What are the responsibilities and job description for the Principal Engineer – AI/ML Infrastructure & Generative Systems position at Stealth Startup?
We are a team out of MIT incubated by UM6P Foundry reinventing how organizations capture and leverage their institutional knowledge. Our platform transforms fragmented information into a trusted resource that powers faster decisions and long-term innovation. We are now hiring an experienced engineer to lead the build-out of our AI/ML infrastructure and generative systems. This is a hands-on role at the cutting edge of LLM deployment, GPU optimization, and retrieval-augmented generation (RAG). You’ll own core components of the platform and collaborate directly with the founding team to shape the technical roadmap.
In this role you will
- Design, build, and deploy retrieval-augmented generation (RAG) pipelines using LLMs and vector databases.
- Develop secure backend APIs for data ingestion, indexing, and semantic search across enterprise systems (e.g., SharePoint, Teams, SQL).
- Manage GPU-based inference environments optimized for scalability, latency, and cost.
- Implement MLOps best practices for training, fine-tuning, evaluation, and deployment of generative AI models.
- Collaborate with founders on architecture and build-vs-buy decisions to accelerate roadmap.
- Own the full lifecycle from prototype → MVP → production, ensuring security, compliance, and enterprise readiness.

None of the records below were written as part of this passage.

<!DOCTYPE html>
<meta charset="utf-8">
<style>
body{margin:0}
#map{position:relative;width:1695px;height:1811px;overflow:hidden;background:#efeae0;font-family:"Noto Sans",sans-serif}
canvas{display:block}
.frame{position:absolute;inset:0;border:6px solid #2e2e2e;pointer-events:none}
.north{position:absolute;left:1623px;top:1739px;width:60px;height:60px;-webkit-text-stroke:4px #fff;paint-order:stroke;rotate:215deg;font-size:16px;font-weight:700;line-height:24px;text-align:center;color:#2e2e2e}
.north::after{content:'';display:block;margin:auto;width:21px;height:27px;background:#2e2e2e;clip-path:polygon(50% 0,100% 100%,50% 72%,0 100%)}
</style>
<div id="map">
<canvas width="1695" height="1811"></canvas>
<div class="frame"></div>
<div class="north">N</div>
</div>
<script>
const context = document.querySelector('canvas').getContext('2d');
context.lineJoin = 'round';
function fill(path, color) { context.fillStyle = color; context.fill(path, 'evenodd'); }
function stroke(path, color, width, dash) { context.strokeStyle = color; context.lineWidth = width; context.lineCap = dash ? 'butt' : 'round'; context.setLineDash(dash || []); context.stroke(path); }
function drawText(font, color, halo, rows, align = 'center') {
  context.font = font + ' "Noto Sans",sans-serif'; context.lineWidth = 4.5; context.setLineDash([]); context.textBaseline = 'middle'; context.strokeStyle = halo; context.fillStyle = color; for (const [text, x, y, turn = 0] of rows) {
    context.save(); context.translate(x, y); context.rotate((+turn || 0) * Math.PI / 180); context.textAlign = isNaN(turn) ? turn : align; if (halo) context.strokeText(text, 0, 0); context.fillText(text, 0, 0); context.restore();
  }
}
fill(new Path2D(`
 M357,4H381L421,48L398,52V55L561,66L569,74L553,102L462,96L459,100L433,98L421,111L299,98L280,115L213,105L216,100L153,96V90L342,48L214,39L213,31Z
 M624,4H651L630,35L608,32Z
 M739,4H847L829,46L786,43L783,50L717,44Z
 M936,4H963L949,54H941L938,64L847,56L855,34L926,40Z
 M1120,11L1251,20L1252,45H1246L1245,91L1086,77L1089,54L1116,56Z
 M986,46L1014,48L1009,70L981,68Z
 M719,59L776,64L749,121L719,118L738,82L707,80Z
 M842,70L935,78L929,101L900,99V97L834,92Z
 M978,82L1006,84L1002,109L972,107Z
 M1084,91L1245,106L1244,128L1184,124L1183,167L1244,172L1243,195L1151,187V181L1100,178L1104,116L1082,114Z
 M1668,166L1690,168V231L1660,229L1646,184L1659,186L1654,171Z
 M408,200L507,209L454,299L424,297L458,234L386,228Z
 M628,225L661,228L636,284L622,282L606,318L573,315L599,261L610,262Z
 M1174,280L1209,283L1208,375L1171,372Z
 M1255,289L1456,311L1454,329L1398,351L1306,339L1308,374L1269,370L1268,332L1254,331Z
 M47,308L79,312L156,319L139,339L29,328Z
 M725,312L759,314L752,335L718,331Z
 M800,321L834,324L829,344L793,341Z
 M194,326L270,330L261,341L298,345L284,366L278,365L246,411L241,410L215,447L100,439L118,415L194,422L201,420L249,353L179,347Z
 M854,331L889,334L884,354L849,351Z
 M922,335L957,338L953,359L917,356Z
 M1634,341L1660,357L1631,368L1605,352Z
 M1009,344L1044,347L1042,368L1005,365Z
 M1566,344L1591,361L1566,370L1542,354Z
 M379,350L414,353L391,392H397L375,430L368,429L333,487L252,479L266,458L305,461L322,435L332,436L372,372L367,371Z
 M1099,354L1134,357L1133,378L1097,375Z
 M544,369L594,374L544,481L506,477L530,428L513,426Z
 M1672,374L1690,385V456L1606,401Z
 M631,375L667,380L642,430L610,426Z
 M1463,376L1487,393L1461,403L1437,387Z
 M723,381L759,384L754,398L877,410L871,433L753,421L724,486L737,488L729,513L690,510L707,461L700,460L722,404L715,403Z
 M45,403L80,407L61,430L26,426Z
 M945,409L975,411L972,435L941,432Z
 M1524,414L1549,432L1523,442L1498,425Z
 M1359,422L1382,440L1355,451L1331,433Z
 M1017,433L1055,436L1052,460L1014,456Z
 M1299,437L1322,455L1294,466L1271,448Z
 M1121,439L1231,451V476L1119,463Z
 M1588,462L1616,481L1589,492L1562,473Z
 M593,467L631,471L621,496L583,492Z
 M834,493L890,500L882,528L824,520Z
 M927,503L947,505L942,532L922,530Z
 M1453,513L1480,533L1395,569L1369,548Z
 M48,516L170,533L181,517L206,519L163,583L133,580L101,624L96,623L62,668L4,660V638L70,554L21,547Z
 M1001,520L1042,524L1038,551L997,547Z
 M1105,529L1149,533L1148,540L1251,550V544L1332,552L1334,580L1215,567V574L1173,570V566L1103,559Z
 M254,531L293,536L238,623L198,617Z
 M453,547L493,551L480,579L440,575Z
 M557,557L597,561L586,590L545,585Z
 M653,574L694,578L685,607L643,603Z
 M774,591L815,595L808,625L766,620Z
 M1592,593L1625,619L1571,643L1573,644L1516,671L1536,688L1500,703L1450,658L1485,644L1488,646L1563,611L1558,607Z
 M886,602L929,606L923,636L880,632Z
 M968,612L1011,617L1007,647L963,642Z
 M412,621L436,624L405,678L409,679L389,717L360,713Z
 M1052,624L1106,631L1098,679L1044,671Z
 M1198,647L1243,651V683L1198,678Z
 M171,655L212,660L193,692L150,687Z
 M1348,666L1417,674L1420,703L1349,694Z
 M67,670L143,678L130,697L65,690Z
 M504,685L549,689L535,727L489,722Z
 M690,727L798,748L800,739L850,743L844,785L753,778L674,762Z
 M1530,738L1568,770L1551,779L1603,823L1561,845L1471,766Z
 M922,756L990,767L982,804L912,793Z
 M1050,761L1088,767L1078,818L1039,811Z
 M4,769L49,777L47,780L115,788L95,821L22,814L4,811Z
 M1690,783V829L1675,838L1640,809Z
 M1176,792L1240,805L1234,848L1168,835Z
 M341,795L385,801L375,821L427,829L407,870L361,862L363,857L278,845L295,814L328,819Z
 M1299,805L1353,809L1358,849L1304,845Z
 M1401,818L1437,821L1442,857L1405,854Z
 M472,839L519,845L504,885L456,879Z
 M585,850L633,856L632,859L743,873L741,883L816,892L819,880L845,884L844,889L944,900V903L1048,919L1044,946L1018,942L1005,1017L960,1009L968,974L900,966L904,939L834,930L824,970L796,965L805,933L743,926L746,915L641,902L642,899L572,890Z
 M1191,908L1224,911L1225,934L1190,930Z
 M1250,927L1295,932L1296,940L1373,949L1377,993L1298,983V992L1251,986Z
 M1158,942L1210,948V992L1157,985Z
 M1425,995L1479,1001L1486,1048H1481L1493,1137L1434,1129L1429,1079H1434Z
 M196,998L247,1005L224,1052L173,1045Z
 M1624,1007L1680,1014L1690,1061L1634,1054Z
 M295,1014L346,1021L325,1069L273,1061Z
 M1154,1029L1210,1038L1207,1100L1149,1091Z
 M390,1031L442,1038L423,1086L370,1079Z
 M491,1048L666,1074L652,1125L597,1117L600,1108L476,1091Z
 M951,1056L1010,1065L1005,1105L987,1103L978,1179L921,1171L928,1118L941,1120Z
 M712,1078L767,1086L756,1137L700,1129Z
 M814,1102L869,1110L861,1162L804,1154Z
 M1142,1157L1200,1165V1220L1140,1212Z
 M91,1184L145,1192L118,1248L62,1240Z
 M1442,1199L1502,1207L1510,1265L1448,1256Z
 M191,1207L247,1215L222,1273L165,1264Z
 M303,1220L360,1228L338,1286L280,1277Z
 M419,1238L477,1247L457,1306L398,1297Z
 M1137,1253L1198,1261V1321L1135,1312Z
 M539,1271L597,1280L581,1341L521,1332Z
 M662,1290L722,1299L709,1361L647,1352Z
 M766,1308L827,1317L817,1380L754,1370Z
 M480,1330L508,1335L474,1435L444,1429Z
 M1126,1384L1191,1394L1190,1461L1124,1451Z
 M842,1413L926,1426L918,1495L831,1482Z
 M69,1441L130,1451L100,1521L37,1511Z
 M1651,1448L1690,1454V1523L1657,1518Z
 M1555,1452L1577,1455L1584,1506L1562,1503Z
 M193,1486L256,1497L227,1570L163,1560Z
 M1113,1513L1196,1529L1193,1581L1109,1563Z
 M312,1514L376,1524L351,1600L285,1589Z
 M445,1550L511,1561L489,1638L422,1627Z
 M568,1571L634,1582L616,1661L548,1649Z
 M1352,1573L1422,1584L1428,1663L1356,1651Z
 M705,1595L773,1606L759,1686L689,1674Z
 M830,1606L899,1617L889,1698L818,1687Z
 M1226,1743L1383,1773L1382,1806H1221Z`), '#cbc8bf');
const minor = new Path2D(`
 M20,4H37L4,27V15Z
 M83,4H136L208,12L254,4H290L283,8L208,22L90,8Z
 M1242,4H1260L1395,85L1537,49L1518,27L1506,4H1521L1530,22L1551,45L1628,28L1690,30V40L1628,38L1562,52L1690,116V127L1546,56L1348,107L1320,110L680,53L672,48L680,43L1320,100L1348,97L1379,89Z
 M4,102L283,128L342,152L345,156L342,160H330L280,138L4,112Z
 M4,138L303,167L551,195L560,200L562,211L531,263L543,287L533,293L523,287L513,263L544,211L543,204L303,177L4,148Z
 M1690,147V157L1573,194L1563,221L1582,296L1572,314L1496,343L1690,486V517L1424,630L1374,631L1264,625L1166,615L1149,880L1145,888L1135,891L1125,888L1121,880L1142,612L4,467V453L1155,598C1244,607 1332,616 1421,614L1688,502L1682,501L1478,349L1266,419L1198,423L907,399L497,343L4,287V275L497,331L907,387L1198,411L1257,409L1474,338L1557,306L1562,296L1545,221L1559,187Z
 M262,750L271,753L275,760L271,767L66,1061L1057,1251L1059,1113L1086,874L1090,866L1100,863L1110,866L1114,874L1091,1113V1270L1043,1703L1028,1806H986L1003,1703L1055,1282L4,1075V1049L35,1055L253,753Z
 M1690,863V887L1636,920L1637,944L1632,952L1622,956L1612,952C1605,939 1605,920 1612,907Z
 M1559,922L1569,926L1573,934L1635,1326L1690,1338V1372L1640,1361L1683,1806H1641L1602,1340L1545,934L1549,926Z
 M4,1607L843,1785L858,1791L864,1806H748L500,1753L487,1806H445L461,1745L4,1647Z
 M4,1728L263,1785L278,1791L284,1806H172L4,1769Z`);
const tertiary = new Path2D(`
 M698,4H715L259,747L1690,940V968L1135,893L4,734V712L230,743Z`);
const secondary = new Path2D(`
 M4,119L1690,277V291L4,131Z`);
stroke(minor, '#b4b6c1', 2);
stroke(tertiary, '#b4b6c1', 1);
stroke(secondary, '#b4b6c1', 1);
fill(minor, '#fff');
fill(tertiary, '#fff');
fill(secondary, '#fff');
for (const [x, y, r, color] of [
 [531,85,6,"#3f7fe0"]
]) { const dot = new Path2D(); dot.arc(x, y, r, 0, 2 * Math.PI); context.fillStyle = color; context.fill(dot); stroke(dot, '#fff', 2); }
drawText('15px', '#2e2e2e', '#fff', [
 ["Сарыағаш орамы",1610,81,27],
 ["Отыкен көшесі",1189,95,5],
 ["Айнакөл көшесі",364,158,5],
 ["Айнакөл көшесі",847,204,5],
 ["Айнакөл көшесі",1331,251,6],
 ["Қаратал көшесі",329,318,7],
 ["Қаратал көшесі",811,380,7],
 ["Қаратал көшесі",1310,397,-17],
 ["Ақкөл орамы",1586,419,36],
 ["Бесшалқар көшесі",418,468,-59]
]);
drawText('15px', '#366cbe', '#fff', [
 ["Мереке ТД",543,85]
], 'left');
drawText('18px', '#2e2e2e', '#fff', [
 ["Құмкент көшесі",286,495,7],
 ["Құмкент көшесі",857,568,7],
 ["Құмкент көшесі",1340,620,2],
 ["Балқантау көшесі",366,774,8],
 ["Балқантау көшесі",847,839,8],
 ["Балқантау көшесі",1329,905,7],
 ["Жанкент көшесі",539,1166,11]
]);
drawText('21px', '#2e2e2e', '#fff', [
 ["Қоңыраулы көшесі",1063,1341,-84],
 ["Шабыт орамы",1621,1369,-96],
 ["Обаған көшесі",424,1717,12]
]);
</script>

- Support prototyping of lightweight front-end interfaces to showcase platform capabilities.
**This is role is on site and based in Cambridge, MA**
Required Qualifications
- 5 years of experience in ML infrastructure, backend engineering, or AI platform development.
- Experience deploying LLMs and generative AI models in production, with fluency across multiple frameworks such as PyTorch, TensorFlow, Hugging Face, and Azure OpenAI.
- Hands-on expertise in LLM post-training, alignment, fine-tuning, and deployment.
- Strong backend development skills in Python (FastAPI, Flask, or Django) and REST/GraphQL APIs.
- Hands-on experience with GPU inference and performance tuning.
- Familiarity with vector databases (Pinecone, Weaviate, Milvus, or FAISS) and semantic search.
- Comfort working in an early-stage startup environment and delivering under ambiguity.
Preferred Qualifications
- Master’s or PhD in Computer Science, ML, or related field.
- Experience fine-tuning and aligning LLMs (RLHF, LoRA, adapters, prompt tuning).
- Experience with knowledge graphs, enterprise knowledge management, or large-scale search systems.
- Familiarity with LLM orchestration frameworks (LangChain, LlamaIndex) or MCP protocol.
- Prior experience as a founding/early engineer at a startup.
Why Join Us?
- Be part of an innovative startup at the intersection of AI and enterprise solutions.
- Work in a collaborative, fast-paced, rewarding and dynamic environment.
- Directly shape the future of the company and its products.
- Competitive salary, bonus, benefits package, and strong opportunities for leadership growth.
- Continuous learning and career growth opportunities.